**PROBLEM STATEMENT:**
Each line from the opening of the records that follow to the line with "position:absolute; left:15px; top:15px;" needs to be written out exactly. Add nothing.

**DATASET RECORDS:**
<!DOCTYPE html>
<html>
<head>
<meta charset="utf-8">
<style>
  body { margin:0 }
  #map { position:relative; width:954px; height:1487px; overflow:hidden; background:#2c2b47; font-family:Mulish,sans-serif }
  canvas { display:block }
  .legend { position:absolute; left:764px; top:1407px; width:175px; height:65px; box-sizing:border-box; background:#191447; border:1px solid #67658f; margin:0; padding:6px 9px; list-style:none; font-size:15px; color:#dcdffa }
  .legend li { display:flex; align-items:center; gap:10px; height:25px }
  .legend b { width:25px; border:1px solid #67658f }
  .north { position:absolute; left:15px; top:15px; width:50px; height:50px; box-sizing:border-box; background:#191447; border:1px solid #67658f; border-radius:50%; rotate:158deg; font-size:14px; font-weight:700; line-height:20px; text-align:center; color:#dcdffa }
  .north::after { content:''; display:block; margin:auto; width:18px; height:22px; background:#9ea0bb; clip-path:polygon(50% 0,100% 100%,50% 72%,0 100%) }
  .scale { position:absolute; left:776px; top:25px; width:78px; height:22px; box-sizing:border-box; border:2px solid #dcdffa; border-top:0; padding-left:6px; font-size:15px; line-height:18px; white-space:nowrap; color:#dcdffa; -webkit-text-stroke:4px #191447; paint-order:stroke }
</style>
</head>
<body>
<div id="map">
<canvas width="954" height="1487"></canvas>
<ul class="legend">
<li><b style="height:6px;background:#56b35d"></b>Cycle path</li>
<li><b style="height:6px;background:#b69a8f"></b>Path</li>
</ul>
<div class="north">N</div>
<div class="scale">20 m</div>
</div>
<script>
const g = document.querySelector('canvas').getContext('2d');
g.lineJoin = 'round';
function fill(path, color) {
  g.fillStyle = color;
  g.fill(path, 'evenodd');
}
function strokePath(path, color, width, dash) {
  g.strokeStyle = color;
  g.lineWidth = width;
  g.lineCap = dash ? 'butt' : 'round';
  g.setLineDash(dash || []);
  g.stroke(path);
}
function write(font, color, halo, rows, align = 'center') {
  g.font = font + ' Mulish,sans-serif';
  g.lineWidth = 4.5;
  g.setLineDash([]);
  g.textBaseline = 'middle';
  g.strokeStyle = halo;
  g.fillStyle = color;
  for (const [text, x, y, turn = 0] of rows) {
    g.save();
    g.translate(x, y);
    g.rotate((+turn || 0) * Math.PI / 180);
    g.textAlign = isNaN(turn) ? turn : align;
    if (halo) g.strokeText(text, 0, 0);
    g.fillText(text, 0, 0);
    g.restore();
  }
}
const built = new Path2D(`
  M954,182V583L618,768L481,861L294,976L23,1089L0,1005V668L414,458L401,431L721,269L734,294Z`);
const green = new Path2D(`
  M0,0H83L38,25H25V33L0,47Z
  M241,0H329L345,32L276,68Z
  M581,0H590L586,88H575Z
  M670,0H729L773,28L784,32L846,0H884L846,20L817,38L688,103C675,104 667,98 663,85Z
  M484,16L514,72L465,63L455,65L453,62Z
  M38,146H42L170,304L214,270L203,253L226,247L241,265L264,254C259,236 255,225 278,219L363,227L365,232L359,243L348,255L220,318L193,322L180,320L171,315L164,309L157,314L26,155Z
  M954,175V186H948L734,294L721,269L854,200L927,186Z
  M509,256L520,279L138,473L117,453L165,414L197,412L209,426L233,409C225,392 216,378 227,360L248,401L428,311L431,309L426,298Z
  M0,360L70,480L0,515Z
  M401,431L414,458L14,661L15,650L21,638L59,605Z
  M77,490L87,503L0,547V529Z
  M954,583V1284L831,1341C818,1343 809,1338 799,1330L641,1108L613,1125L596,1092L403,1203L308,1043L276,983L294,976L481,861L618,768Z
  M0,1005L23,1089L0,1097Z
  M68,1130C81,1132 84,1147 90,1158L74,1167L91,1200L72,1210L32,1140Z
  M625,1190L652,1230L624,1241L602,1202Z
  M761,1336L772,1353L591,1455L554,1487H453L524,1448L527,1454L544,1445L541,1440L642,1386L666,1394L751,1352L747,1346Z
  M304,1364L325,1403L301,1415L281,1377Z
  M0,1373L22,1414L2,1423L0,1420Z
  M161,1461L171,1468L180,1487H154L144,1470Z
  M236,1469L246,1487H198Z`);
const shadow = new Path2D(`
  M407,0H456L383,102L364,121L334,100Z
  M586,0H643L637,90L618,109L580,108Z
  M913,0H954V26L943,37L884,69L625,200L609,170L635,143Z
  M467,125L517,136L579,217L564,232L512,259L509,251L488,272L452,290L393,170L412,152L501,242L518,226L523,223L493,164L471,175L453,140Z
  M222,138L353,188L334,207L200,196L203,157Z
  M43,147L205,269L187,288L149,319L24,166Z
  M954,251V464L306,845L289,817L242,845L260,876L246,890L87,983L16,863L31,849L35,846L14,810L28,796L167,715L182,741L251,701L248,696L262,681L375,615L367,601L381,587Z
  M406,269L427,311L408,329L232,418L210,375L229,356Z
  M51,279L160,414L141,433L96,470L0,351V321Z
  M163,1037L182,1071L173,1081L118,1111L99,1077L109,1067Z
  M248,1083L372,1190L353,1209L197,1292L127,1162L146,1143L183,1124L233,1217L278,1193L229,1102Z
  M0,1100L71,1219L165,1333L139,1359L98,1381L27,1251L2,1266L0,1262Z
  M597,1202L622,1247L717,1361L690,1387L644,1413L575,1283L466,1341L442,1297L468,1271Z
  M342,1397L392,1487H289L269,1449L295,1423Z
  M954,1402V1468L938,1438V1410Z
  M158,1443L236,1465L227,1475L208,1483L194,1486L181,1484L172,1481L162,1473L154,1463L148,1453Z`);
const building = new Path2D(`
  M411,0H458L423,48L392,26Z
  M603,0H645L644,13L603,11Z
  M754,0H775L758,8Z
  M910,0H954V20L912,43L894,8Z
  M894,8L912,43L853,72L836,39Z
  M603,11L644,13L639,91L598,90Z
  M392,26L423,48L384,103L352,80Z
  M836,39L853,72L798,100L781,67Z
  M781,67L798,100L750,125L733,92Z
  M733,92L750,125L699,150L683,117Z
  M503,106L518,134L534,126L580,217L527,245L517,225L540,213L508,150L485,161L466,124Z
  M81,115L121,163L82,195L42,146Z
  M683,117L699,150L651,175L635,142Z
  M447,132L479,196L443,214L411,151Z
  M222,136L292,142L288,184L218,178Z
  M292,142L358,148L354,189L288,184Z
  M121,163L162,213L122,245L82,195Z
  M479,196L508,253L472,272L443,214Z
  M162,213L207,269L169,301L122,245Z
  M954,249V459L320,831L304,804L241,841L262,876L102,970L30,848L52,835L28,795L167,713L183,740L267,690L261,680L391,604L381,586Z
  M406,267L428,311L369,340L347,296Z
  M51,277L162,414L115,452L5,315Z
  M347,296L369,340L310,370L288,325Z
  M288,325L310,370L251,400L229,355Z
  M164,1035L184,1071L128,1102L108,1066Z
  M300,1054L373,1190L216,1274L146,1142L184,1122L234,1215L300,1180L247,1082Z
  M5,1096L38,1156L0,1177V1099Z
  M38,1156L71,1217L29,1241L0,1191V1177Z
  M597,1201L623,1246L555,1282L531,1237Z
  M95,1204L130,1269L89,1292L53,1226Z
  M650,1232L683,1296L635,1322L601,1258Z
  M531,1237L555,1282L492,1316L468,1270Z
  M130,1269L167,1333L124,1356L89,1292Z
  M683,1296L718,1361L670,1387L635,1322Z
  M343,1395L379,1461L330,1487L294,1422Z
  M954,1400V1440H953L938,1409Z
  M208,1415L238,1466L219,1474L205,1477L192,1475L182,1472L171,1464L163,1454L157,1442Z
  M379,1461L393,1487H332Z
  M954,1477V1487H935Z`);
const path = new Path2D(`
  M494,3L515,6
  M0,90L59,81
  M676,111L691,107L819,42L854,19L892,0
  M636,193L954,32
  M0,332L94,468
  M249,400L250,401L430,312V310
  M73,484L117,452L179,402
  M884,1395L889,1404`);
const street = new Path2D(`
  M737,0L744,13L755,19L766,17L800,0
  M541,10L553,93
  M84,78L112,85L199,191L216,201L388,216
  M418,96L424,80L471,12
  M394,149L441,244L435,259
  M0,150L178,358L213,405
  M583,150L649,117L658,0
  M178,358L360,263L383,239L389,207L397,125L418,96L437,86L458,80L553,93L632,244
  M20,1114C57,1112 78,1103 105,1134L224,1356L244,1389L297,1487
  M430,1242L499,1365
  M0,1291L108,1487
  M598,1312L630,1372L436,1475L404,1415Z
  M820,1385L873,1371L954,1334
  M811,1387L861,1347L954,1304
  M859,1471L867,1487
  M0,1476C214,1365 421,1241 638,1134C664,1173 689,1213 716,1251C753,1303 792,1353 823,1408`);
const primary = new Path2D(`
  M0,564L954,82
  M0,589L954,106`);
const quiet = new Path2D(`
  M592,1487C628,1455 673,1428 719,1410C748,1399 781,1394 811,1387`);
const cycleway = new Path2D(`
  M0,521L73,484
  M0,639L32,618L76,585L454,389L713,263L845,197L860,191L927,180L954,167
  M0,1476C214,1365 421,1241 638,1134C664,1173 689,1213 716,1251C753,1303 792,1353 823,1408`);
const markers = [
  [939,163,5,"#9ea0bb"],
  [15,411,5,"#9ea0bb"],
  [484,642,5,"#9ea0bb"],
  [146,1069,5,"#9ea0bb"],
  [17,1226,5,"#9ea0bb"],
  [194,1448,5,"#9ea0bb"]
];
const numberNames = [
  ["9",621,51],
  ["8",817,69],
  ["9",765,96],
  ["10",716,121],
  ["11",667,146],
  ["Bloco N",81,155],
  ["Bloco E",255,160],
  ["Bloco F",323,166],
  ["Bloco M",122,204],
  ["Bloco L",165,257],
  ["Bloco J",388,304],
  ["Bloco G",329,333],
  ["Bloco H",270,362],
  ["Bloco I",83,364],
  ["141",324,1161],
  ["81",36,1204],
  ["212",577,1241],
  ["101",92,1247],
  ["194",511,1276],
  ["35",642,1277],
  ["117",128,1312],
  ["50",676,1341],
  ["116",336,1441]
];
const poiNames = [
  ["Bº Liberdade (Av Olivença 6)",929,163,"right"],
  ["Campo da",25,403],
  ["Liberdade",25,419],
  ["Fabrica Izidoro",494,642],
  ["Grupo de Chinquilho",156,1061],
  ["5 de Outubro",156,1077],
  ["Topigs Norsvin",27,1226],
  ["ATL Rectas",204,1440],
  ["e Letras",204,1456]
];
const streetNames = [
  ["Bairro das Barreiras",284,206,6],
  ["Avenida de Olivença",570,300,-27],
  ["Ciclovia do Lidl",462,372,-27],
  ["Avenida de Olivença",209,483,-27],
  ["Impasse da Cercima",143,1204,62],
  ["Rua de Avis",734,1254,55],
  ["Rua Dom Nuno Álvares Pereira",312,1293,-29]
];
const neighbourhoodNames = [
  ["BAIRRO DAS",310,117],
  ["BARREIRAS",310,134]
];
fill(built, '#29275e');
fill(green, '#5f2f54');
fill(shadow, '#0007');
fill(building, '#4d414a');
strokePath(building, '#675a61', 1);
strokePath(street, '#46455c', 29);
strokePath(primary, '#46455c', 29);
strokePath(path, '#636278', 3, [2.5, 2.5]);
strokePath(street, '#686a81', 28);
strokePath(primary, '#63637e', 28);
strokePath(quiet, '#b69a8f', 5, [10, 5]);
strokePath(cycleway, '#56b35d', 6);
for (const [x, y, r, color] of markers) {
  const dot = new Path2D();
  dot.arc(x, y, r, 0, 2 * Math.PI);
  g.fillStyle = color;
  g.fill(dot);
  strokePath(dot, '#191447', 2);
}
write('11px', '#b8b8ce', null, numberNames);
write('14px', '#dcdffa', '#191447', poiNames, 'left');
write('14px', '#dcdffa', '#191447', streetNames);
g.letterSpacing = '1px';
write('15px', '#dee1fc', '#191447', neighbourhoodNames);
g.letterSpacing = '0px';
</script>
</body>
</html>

**OUTPUT FOR THIS EXERCISE:**
<!DOCTYPE html>
<html>
<head>
<meta charset="utf-8">
<style>
  body { margin:0 }
  #map { position:relative; width:954px; height:1487px; overflow:hidden; background:#2c2b47; font-family:Mulish,sans-serif }
  canvas { display:block }
  .legend { position:absolute; left:764px; top:1407px; width:175px; height:65px; box-sizing:border-box; background:#191447; border:1px solid #67658f; margin:0; padding:6px 9px; list-style:none; font-size:15px; color:#dcdffa }
  .legend li { display:flex; align-items:center; gap:10px; height:25px }
  .legend b { width:25px; border:1px solid #67658f }
  .north { position:absolute; left:15px; top:15px; width:50px; height:50px; box-sizing:border-box; background:#191447; border:1px solid #67658f; border-radius:50%; rotate:158deg; font-size:14px; font-weight:700; line-height:20px; text-align:center; color:#dcdffa }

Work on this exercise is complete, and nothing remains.